(GIVEN INFORMATION Opens)

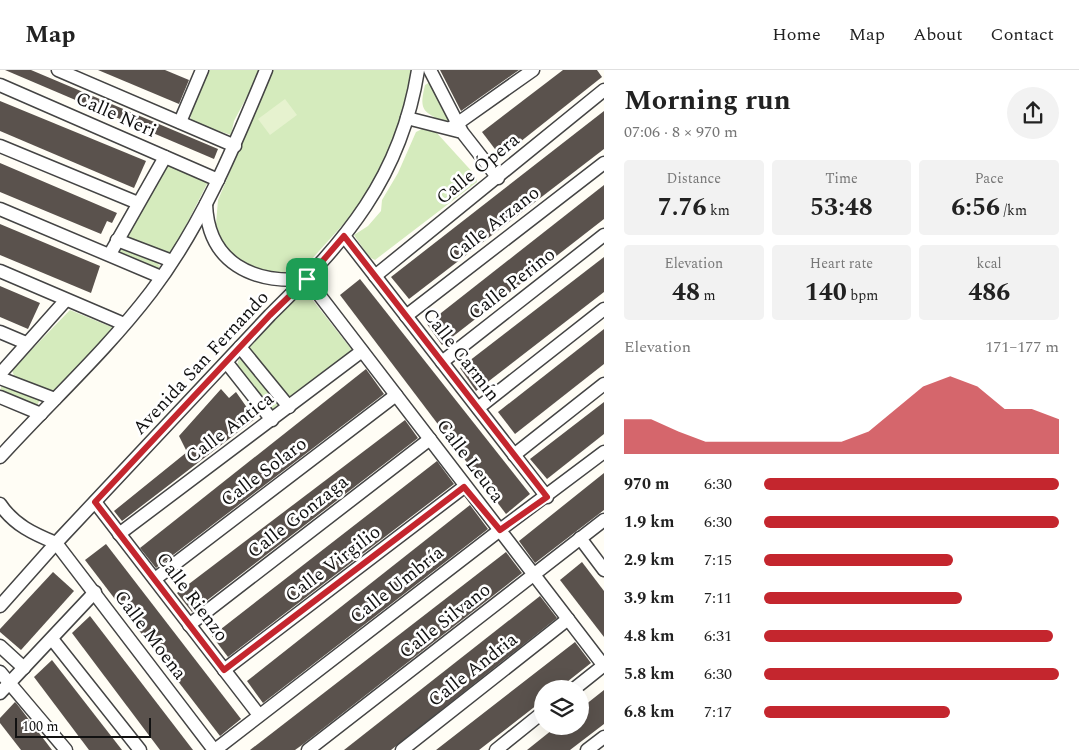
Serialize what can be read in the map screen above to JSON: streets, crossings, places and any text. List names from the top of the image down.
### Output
{
  "streets": {
    "street": [
      "Calle Neri",
      "Calle Ópera",
      "Calle Arzano",
      "Calle Perino",
      "Calle Carmín",
      "Avenida San Fernando",
      "Calle Antica",
      "Calle Leuca",
      "Calle Solaro",
      "Calle Gonzaga",
      "Calle Virgilio",
      "Calle Umbría",
      "Calle Rienzo",
      "Calle Silvano",
      "Calle Moena",
      "Calle Andria"
    ]
  },
  "crossings": [
    ["Calle Ópera", "Calle Carmín"],
    ["Calle Arzano", "Calle Carmín"],
    ["Calle Perino", "Calle Carmín"],
    ["Calle Carmín", "Avenida San Fernando"],
    ["Calle Carmín", "Calle Umbría"],
    ["Avenida San Fernando", "Calle Leuca"],
    ["Avenida San Fernando", "Calle Rienzo"],
    ["Avenida San Fernando", "Calle Moena"],
    ["Calle Antica", "Calle Leuca"],
    ["Calle Antica", "Calle Rienzo"],
    ["Calle Leuca", "Calle Solaro"],
    ["Calle Leuca", "Calle Gonzaga"],
    ["Calle Leuca", "Calle Virgilio"],
    ["Calle Leuca", "Calle Umbría"],
    ["Calle Leuca", "Calle Silvano"],
    ["Calle Leuca", "Calle Andria"],
    ["Calle Solaro", "Calle Rienzo"],
    ["Calle Gonzaga", "Calle Rienzo"],
    ["Calle Virgilio", "Calle Rienzo"],
    ["Calle Umbría", "Calle Rienzo"],
    ["Calle Umbría", "Calle Moena"]
  ],
  "scale_bar": "100 m",
  "page": {
    "header": "Map",
    "nav": [
      "Home",
      "Map",
      "About",
      "Contact"
    ],
    "heading": ["Morning run", "07:06 · 8 × 970 m"],
    "stats": [
      ["Distance", "7.76 km"],
      ["Time", "53:48"],
      ["Pace", "6:56 /km"],
      ["Elevation", "48 m"],
      ["Heart rate", "140 bpm"],
      ["kcal", "486"]
    ],
    "chart": ["Elevation", "171–177 m"],
    "list": [
      {
        "name": "970 m",
        "note": "6:30"
      },
      {
        "name": "1.9 km",
        "note": "6:30"
      },
      {
        "name": "2.9 km",
        "note": "7:15"
      },
      {
        "name": "3.9 km",
        "note": "7:11"
      },
      {
        "name": "4.8 km",
        "note": "6:31"
      },
      {
        "name": "5.8 km",
        "note": "6:30"
      },
      {
        "name": "6.8 km",
        "note": "7:17"
      }
    ],
    "scale": "100 m"
  }
}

(GIVEN INFORMATION Closes)

[INSTRUCTIONS TO FOLLOW]
What lines in the material mention "crossings"? Copy every one of them.

[ANSWER TO THIS EXERCISE]
Serialize what can be read in the map screen above to JSON: streets, crossings, places and any text. List names from the top of the image down.
  "crossings": [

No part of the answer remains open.